**EXERCISE DESCRIPTION**
Say how many lines of the listing below contain "cover", giving the number and nothing else.

───── INPUT

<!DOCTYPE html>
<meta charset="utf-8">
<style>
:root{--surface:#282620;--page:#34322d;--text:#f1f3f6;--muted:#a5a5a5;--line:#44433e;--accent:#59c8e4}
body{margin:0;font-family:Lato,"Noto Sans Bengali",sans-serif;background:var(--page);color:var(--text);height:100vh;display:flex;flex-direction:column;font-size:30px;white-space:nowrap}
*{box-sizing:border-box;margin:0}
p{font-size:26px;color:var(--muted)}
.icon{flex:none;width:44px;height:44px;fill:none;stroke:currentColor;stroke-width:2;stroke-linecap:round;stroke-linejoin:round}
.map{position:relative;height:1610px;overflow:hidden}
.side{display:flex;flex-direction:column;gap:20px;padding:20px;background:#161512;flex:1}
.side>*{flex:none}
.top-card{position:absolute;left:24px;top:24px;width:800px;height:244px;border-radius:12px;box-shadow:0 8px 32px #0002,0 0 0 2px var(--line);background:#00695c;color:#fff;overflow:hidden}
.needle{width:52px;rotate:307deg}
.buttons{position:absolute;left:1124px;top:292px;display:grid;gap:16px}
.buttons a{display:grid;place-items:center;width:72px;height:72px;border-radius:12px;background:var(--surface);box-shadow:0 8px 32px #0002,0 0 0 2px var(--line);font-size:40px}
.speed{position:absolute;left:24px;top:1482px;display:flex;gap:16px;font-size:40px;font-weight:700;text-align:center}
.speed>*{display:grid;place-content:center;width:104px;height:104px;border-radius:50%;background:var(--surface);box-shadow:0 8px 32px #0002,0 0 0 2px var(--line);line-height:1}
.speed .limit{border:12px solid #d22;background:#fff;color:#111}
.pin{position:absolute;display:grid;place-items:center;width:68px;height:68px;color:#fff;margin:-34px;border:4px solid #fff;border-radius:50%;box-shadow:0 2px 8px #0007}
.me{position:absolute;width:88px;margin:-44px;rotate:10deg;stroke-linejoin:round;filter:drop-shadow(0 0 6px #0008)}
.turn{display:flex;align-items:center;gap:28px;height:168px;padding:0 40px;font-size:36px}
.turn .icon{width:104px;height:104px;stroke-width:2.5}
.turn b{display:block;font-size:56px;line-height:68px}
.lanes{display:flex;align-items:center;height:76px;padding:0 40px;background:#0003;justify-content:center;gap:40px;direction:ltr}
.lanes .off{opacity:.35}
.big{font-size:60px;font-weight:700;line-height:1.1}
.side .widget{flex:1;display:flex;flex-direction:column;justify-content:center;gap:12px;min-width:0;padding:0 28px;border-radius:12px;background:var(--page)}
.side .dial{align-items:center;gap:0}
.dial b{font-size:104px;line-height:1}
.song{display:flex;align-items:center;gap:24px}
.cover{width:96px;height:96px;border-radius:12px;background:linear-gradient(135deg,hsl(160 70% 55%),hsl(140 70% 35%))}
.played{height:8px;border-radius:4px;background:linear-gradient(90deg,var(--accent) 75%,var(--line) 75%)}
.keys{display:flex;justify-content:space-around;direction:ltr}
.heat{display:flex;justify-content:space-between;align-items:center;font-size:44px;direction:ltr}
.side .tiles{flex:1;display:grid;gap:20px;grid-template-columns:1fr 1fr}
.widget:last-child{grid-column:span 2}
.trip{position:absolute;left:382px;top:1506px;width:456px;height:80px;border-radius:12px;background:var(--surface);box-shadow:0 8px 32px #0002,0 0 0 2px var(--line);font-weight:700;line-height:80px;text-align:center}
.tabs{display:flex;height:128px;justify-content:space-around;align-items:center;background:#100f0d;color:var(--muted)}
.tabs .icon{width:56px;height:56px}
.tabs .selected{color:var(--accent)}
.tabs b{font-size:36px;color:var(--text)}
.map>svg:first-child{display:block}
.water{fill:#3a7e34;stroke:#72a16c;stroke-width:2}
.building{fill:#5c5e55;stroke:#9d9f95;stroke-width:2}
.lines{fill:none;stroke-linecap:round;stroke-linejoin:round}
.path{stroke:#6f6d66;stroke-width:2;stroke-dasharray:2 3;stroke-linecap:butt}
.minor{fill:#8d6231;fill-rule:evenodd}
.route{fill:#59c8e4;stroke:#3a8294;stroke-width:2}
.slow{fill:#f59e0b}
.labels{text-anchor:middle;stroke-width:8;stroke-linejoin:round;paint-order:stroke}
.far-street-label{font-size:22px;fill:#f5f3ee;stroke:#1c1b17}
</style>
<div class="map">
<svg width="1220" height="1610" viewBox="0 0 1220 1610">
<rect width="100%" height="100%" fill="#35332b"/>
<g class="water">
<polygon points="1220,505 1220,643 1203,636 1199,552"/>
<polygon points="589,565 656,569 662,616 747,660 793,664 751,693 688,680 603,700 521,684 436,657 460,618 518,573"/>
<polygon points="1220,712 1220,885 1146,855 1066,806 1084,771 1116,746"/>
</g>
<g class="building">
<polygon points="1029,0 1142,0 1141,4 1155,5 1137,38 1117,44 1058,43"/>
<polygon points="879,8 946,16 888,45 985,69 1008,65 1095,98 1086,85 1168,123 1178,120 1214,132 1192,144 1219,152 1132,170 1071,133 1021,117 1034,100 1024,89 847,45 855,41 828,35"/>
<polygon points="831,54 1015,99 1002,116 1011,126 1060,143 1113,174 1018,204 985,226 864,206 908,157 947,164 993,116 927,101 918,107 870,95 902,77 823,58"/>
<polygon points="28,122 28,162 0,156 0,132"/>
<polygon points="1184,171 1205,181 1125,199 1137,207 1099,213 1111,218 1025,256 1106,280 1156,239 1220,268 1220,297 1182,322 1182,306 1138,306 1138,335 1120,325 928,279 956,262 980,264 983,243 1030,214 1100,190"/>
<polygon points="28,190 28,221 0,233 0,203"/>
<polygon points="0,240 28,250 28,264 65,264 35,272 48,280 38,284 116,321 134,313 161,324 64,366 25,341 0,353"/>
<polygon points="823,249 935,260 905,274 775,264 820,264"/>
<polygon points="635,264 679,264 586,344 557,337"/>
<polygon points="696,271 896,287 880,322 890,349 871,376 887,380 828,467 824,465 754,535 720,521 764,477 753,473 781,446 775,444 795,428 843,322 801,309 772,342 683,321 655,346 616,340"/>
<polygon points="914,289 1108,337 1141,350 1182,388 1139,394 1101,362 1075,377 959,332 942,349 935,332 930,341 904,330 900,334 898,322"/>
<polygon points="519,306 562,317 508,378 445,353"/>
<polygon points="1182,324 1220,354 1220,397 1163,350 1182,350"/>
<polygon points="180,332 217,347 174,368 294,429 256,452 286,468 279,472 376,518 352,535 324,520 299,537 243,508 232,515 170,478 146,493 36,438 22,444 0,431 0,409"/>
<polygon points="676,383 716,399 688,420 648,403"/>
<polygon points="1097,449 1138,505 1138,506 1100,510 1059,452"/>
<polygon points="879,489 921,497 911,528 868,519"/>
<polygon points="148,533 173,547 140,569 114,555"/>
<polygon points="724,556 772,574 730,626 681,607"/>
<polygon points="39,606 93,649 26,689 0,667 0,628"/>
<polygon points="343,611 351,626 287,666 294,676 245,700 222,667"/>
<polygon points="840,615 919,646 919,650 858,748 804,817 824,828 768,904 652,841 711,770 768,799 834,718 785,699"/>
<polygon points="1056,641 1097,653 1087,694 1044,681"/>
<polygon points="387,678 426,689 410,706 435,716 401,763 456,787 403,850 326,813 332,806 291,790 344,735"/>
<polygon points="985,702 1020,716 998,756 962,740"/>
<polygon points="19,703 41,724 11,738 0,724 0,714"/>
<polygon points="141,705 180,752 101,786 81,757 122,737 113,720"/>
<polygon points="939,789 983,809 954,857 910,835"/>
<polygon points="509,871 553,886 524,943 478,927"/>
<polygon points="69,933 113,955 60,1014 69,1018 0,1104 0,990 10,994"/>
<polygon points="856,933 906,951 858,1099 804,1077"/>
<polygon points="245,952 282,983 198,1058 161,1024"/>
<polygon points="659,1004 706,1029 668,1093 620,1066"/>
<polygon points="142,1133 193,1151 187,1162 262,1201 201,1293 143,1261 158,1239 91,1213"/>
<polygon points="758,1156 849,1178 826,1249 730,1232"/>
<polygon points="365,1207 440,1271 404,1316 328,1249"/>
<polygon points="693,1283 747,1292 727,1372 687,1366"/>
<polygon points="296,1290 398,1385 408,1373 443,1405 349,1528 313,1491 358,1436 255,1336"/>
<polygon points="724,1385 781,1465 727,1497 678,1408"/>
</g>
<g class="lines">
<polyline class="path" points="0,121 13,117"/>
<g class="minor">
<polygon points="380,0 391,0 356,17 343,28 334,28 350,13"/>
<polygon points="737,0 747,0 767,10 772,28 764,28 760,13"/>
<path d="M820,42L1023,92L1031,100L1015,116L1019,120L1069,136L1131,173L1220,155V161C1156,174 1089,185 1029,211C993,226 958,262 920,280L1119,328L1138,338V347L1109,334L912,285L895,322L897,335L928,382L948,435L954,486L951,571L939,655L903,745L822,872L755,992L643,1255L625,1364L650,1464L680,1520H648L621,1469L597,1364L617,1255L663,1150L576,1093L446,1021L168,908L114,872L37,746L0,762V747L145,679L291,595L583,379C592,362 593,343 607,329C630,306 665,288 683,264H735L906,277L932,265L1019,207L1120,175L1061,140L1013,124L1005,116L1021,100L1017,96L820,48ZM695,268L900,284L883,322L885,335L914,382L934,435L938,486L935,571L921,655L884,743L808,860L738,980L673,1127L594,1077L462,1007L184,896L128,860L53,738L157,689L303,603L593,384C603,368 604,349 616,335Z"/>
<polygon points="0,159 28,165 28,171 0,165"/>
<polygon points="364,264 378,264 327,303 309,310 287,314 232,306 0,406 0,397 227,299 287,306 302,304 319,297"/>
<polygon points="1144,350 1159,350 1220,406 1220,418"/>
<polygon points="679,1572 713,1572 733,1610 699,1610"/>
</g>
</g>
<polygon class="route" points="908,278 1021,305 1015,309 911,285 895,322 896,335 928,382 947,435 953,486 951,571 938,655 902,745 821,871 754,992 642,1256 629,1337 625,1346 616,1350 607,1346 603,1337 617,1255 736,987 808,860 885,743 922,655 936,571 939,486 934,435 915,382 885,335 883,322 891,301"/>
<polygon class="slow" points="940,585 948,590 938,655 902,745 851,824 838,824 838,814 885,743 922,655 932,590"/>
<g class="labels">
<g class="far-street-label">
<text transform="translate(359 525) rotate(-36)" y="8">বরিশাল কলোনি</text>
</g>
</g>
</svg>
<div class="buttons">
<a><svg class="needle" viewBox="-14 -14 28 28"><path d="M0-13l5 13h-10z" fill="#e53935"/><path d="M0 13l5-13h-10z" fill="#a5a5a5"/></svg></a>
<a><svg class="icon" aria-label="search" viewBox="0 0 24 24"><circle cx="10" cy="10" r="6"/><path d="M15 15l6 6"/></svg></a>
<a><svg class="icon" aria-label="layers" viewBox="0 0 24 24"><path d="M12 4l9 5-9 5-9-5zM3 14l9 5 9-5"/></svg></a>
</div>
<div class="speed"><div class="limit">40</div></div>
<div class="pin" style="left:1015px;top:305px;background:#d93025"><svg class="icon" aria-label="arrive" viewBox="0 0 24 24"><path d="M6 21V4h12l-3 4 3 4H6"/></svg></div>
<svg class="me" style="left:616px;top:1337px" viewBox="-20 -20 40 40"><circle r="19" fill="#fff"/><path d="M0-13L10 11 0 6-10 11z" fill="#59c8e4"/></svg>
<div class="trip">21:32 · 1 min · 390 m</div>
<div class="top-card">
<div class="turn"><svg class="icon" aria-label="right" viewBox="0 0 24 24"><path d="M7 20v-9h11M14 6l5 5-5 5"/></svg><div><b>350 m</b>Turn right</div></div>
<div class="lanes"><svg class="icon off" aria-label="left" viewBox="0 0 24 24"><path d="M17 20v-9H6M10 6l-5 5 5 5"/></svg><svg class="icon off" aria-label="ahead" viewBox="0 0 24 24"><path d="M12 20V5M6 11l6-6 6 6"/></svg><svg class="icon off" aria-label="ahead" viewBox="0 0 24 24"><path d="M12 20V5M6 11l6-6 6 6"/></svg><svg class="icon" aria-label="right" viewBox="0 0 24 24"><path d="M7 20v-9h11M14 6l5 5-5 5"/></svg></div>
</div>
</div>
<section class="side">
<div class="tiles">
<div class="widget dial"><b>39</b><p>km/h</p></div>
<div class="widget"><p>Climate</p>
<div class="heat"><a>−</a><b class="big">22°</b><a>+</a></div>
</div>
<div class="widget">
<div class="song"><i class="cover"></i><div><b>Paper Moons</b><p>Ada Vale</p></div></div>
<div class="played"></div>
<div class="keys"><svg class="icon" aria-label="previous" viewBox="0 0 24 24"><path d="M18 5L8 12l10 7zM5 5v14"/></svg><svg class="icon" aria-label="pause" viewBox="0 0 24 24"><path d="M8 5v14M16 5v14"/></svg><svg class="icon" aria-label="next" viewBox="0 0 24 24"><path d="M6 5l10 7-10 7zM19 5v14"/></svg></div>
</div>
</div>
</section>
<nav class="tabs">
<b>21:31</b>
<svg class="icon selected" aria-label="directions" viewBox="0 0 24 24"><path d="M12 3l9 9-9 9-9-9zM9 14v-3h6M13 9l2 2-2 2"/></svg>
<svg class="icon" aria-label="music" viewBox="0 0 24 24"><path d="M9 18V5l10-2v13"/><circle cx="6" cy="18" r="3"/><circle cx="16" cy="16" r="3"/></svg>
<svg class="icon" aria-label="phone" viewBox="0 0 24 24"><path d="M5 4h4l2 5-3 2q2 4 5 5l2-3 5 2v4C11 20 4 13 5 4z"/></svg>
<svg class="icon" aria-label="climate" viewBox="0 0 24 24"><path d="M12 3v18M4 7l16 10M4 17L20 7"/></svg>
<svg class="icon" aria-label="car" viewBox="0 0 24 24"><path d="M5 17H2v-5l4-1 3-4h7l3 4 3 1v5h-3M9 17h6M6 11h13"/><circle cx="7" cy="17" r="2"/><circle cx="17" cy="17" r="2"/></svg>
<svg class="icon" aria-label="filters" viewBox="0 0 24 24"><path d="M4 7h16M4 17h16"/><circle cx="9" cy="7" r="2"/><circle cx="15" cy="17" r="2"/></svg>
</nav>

──────────

**RESPONSE**
2